The areas where the provider must make improvements are:

  • Ensure patients consent is appropriately sought and recorded.
  • Identify and mitigate risks to patient’s safety including medicines, equipment , infection control and in the event of a medical emergency.
  • Ensure premises and equipment are clean, safe and fit for use.
  • Implement effective systems and processes to assess, monitor and improve quality.
  • Establish systems and processes to and identify and mitigate risks.
  • Ensure appropriately staff are appropriately training and supported and implement all necessary employment checks for all staff.

The areas where the provider should make improvements are:

  • Improve arrangements for patients unable to communicate their needs in English.
  • Consider how to address a patient preference for access to a female GP.
  • Make arrangements to ensure appropriate monitoring of prescription pads.
  • Improve the process for complaints management.

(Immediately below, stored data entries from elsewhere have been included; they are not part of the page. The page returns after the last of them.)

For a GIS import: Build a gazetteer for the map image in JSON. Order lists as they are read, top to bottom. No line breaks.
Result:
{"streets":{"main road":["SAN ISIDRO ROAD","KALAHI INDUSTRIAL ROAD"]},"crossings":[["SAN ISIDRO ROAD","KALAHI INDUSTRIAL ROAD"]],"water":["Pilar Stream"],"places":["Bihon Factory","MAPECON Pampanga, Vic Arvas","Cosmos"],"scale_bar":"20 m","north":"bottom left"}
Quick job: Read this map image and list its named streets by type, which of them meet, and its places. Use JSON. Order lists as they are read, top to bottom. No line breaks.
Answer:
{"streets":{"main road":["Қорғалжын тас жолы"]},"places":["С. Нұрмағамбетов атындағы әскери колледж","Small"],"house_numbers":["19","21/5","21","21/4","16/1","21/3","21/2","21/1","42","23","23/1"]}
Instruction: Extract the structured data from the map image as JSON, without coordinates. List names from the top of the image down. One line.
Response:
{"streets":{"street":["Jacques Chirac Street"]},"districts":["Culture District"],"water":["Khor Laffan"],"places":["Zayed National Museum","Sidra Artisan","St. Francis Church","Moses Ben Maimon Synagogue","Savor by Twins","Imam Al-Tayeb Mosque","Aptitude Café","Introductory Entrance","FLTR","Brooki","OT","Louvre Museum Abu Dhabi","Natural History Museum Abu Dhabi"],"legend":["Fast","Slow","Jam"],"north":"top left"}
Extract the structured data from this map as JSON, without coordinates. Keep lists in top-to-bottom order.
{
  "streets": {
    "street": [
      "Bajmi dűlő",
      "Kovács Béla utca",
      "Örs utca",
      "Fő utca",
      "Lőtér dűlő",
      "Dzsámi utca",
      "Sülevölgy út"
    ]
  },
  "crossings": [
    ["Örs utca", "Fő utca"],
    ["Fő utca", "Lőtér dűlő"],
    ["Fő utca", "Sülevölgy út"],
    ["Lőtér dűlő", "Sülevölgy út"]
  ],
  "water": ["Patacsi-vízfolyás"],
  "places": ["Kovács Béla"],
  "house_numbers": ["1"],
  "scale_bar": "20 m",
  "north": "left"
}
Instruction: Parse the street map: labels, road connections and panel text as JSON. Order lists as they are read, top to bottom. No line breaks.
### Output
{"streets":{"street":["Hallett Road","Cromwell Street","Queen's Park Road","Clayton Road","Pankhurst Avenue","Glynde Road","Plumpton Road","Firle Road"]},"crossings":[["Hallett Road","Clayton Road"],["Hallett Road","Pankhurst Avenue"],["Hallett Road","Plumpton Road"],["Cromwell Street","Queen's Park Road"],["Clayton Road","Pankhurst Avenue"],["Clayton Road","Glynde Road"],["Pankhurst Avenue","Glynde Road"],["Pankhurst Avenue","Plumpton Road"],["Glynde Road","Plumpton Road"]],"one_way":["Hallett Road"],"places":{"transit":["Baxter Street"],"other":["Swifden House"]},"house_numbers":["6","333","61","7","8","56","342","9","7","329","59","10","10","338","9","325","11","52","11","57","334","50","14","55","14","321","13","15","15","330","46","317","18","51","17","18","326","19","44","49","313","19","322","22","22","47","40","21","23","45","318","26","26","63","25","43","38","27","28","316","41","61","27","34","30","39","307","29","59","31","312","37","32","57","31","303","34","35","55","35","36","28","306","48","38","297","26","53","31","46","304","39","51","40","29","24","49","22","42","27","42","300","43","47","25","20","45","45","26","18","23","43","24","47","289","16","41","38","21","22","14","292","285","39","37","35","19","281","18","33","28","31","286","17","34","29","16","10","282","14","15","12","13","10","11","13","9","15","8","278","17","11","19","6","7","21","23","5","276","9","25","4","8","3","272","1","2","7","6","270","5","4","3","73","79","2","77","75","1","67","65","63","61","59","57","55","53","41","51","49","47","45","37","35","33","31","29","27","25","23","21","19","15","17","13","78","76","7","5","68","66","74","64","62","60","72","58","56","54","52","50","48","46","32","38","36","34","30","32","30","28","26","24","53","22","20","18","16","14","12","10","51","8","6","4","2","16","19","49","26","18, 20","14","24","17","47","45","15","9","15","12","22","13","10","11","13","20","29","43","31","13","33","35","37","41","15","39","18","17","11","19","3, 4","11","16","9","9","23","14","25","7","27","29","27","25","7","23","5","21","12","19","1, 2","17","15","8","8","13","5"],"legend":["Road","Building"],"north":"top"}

I am placing this service in special measures. Services placed in special measures will be inspected again within six months. If insufficient improvements have been made such that there remains a rating of inadequate for any population group, key question or overall, we will take action in line with our enforcement procedures.

The service will be kept under review and if needed could be escalated to urgent enforcement action.

Special measures will give people who use the service the reassurance that the care they get should improve.

Professor Steve Field (CBE FRCP FFPH FRCGP) 

Chief Inspector of General Practice

28 June 2013

During a routine inspection

People expressed their views and were involved in making decisions about their care and treatment. One person said "my views about my treatment are taken into account" and "sometimes I will say (to the doctor) "this is what I want."" People who use the service understood the care and treatment choices available to them.

People were happy with the care and treatment they received from the service. Comments included "the doctor is good in taking care of somebody" and "the doctor hadn't seen me for a while so they phoned to find out if I was okay". Patient records showed that people's needs were assessed and treatment was planned appropriately. People with long term conditions were monitored at regular intervals depending on their condition.

People said that they felt safe using the service and would report any concerns to the principal GP. Staff were familiar with the service's safeguarding policy and had completed safeguarding training that was appropriate to their role within the last three years. During the inspection we saw that clinical staff had received training in infection control and there were policies and procedures in place.

We found that the provider did not have effective recruitment procedures for in place to ensure only suitable staff were employed at the service.

People who use the service, their representatives and staff were asked for their views about their care and treatment and they were acted on.